[Stored data entries]
_ _ _

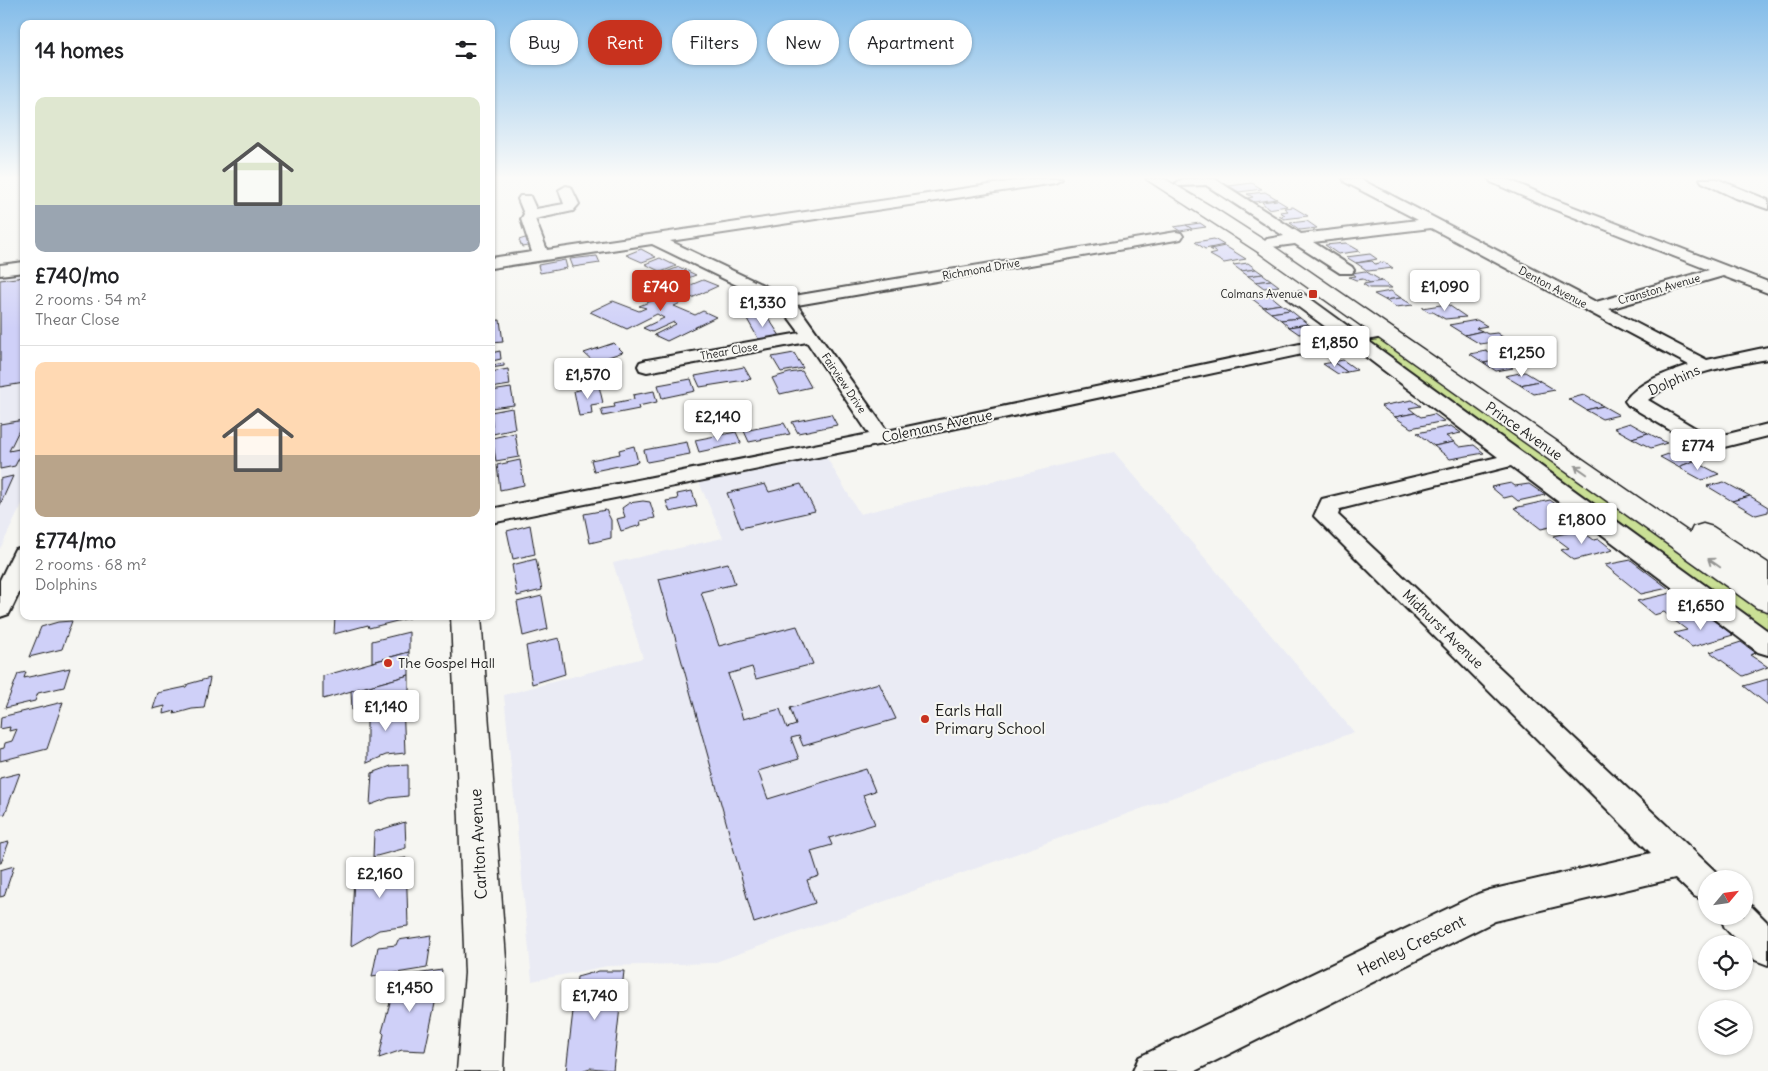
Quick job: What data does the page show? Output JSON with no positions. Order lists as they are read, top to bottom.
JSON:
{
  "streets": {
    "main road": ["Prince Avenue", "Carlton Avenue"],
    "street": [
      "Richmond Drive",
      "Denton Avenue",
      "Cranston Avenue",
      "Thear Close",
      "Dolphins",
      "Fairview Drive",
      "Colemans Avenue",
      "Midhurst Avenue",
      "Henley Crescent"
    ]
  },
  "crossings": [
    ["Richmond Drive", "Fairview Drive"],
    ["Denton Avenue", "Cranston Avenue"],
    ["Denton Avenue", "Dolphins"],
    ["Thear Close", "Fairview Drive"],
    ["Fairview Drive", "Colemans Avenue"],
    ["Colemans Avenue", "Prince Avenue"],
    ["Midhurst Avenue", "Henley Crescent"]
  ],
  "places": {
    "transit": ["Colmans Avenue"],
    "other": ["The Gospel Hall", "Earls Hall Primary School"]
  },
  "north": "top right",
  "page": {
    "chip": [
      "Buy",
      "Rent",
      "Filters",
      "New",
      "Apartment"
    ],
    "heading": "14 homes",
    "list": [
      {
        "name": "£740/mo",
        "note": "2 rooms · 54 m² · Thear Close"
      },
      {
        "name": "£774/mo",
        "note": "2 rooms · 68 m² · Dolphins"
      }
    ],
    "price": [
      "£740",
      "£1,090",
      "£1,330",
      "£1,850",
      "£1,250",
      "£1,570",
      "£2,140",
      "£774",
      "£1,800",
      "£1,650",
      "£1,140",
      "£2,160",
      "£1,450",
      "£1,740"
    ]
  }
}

_ _ _

◆ **The task**: Nothing but the pictures should be left out when the records are retyped exactly.

◆ **Output of the exercise**:
Quick job: What data does the page show? Output JSON with no positions. Order lists as they are read, top to bottom.
JSON:
{
  "streets": {
    "main road": ["Prince Avenue", "Carlton Avenue"],
    "street": [
      "Richmond Drive",
      "Denton Avenue",
      "Cranston Avenue",
      "Thear Close",
      "Dolphins",
      "Fairview Drive",
      "Colemans Avenue",
      "Midhurst Avenue",
      "Henley Crescent"
    ]
  },
  "crossings": [
    ["Richmond Drive", "Fairview Drive"],
    ["Denton Avenue", "Cranston Avenue"],
    ["Denton Avenue", "Dolphins"],
    ["Thear Close", "Fairview Drive"],
    ["Fairview Drive", "Colemans Avenue"],
    ["Colemans Avenue", "Prince Avenue"],
    ["Midhurst Avenue", "Henley Crescent"]
  ],
  "places": {
    "transit": ["Colmans Avenue"],
    "other": ["The Gospel Hall", "Earls Hall Primary School"]
  },
  "north": "top right",
  "page": {
    "chip": [
      "Buy",
      "Rent",
      "Filters",
      "New",
      "Apartment"
    ],
    "heading": "14 homes",
    "list": [
      {
        "name": "£740/mo",
        "note": "2 rooms · 54 m² · Thear Close"
      },
      {
        "name": "£774/mo",
        "note": "2 rooms · 68 m² · Dolphins"
      }
    ],
    "price": [
      "£740",
      "£1,090",
      "£1,330",
      "£1,850",
      "£1,250",
      "£1,570",
      "£2,140",
      "£774",
      "£1,800",
      "£1,650",
      "£1,140",
      "£2,160",
      "£1,450",
      "£1,740"
    ]
  }
}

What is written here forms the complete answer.